▶ **EXERCISE**: From the entries that follow, copy exactly the lines beginning at the line holding "Summarize the content of the picture" and continuing through the line holding "Dump the readable".

▶ **MATERIALS PROVIDED**:
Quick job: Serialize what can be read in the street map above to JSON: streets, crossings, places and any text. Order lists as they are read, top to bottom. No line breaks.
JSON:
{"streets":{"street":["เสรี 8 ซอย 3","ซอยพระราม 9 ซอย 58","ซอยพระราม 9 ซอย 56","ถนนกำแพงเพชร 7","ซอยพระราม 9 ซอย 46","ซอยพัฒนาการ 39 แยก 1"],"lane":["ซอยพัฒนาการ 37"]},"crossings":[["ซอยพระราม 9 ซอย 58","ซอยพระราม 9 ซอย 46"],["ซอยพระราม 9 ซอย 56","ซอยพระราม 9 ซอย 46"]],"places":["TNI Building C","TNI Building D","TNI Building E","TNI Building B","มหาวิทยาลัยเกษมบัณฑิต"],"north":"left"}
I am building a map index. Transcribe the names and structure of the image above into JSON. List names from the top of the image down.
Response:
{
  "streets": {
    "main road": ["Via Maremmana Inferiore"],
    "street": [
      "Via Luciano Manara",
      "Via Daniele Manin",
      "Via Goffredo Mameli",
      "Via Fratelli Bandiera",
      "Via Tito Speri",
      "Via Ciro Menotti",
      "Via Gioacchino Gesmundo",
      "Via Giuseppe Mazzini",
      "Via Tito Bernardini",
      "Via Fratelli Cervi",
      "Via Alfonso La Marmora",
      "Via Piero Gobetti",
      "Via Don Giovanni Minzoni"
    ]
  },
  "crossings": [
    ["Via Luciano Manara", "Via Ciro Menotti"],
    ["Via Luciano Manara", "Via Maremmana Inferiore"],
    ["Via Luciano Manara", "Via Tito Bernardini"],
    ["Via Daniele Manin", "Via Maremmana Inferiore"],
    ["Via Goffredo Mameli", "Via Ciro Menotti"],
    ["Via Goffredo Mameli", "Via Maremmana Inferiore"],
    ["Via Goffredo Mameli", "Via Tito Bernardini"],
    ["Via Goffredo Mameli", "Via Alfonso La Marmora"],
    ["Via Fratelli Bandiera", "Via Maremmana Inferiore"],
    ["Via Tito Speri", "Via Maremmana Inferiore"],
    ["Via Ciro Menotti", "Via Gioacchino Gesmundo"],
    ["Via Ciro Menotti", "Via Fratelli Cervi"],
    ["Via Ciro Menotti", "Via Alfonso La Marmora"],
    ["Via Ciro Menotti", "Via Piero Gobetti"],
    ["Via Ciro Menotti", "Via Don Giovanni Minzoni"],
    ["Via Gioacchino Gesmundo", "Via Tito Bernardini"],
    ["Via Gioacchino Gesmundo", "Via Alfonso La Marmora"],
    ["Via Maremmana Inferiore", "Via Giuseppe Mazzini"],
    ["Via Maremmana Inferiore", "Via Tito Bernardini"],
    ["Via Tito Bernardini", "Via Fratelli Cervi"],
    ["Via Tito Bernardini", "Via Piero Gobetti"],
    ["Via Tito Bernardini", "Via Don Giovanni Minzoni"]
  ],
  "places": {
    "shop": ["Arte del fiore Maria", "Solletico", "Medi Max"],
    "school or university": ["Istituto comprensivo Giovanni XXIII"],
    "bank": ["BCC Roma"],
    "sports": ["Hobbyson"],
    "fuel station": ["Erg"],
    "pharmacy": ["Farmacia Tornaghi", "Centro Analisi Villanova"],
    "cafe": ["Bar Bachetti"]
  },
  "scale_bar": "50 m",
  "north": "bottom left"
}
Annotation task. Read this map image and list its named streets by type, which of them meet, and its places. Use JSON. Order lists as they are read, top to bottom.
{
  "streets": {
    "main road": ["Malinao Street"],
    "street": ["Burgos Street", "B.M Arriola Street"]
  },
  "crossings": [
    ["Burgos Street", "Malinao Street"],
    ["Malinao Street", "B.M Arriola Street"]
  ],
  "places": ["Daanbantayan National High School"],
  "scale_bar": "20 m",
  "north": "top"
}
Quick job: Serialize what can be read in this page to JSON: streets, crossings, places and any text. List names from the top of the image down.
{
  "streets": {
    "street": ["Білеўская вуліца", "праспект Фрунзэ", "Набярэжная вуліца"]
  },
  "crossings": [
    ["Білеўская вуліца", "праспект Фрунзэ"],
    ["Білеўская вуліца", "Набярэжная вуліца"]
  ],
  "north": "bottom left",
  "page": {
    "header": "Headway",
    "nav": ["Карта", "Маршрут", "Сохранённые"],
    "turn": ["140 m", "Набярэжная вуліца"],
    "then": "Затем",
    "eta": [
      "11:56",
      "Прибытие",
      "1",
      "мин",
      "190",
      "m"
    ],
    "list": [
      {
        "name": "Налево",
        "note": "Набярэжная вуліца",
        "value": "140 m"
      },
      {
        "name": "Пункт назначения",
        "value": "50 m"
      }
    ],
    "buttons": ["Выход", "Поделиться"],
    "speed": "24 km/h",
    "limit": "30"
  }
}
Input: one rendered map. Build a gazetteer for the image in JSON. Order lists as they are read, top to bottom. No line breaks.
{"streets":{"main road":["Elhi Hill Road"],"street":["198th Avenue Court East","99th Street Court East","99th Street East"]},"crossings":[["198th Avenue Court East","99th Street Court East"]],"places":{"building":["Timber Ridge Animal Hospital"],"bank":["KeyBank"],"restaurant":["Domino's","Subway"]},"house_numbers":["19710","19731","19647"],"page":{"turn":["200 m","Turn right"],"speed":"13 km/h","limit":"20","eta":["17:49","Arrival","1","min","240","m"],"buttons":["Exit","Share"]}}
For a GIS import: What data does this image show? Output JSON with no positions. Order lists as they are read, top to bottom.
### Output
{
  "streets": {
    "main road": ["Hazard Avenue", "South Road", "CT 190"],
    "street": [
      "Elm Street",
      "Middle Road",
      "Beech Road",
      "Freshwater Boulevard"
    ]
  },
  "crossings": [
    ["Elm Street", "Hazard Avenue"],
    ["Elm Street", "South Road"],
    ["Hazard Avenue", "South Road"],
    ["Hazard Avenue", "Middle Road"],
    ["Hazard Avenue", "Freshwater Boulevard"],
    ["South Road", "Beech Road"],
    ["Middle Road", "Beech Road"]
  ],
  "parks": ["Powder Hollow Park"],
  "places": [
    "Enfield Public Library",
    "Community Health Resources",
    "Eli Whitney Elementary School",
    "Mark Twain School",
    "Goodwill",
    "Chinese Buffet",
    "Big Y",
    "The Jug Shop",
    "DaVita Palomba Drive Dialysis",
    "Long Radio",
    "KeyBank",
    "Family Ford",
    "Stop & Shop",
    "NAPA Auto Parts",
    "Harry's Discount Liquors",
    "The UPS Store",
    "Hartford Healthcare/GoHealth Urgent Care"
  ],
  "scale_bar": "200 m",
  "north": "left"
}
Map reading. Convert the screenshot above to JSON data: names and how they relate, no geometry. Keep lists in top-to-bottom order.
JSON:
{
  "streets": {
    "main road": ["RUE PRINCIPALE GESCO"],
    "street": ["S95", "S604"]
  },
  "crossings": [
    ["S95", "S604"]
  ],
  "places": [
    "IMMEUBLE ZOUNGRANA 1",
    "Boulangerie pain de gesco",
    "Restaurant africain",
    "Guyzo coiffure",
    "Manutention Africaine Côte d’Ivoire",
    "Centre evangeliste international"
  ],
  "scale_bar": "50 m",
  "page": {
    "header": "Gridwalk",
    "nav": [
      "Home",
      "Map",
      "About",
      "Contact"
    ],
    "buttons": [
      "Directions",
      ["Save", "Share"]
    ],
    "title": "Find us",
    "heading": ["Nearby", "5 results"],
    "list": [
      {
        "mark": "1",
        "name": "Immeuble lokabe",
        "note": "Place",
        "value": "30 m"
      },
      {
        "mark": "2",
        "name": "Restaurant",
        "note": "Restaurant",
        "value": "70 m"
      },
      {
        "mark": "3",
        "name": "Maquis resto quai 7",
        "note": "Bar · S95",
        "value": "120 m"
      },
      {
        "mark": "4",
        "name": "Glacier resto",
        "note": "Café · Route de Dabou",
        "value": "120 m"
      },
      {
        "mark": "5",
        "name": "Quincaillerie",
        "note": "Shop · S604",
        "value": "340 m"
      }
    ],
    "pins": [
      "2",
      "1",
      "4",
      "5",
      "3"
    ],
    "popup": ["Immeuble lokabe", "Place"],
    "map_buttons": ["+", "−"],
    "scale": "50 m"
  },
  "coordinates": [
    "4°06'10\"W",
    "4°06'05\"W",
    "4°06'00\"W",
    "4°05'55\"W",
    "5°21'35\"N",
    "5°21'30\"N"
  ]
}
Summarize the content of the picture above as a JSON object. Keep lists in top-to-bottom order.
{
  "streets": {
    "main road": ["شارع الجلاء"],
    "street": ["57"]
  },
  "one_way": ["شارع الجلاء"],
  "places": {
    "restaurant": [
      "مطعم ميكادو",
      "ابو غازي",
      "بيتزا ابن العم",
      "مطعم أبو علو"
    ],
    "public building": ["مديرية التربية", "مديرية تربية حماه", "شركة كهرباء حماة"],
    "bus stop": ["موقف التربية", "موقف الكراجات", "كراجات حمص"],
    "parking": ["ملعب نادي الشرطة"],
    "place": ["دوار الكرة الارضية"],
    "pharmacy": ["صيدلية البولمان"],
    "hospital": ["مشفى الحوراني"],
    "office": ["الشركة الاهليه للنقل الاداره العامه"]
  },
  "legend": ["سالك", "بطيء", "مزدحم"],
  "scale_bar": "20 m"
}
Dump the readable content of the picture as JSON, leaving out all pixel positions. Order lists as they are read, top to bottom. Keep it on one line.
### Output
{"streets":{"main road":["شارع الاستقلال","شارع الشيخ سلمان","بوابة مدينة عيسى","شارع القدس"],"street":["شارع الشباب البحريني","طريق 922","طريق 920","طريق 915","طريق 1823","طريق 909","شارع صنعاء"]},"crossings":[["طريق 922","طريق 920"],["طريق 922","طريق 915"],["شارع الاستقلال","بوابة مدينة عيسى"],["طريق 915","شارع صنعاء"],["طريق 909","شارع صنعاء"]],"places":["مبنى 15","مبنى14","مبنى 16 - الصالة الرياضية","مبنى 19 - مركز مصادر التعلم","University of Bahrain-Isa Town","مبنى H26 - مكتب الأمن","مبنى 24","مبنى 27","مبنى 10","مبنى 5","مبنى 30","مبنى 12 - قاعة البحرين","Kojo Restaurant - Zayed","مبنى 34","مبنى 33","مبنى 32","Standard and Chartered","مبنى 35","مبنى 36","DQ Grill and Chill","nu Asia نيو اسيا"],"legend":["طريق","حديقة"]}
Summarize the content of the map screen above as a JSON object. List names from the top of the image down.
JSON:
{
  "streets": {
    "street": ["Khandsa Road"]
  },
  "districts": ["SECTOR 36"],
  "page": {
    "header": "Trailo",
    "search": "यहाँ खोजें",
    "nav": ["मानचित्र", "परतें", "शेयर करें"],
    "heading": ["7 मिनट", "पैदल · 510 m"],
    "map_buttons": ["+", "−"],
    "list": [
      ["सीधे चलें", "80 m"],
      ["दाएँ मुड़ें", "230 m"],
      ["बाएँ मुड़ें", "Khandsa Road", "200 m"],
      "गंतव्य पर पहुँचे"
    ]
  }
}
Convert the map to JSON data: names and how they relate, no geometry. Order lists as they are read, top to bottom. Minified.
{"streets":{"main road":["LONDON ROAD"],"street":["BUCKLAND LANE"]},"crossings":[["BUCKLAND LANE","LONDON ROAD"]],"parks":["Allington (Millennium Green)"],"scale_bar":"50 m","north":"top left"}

▶ **ANSWER SPACE**:
Summarize the content of the picture above as a JSON object. Keep lists in top-to-bottom order.
{
  "streets": {
    "main road": ["شارع الجلاء"],
    "street": ["57"]
  },
  "one_way": ["شارع الجلاء"],
  "places": {
    "restaurant": [
      "مطعم ميكادو",
      "ابو غازي",
      "بيتزا ابن العم",
      "مطعم أبو علو"
    ],
    "public building": ["مديرية التربية", "مديرية تربية حماه", "شركة كهرباء حماة"],
    "bus stop": ["موقف التربية", "موقف الكراجات", "كراجات حمص"],
    "parking": ["ملعب نادي الشرطة"],
    "place": ["دوار الكرة الارضية"],
    "pharmacy": ["صيدلية البولمان"],
    "hospital": ["مشفى الحوراني"],
    "office": ["الشركة الاهليه للنقل الاداره العامه"]
  },
  "legend": ["سالك", "بطيء", "مزدحم"],
  "scale_bar": "20 m"
}
Dump the readable content of the picture as JSON, leaving out all pixel positions. Order lists as they are read, top to bottom. Keep it on one line.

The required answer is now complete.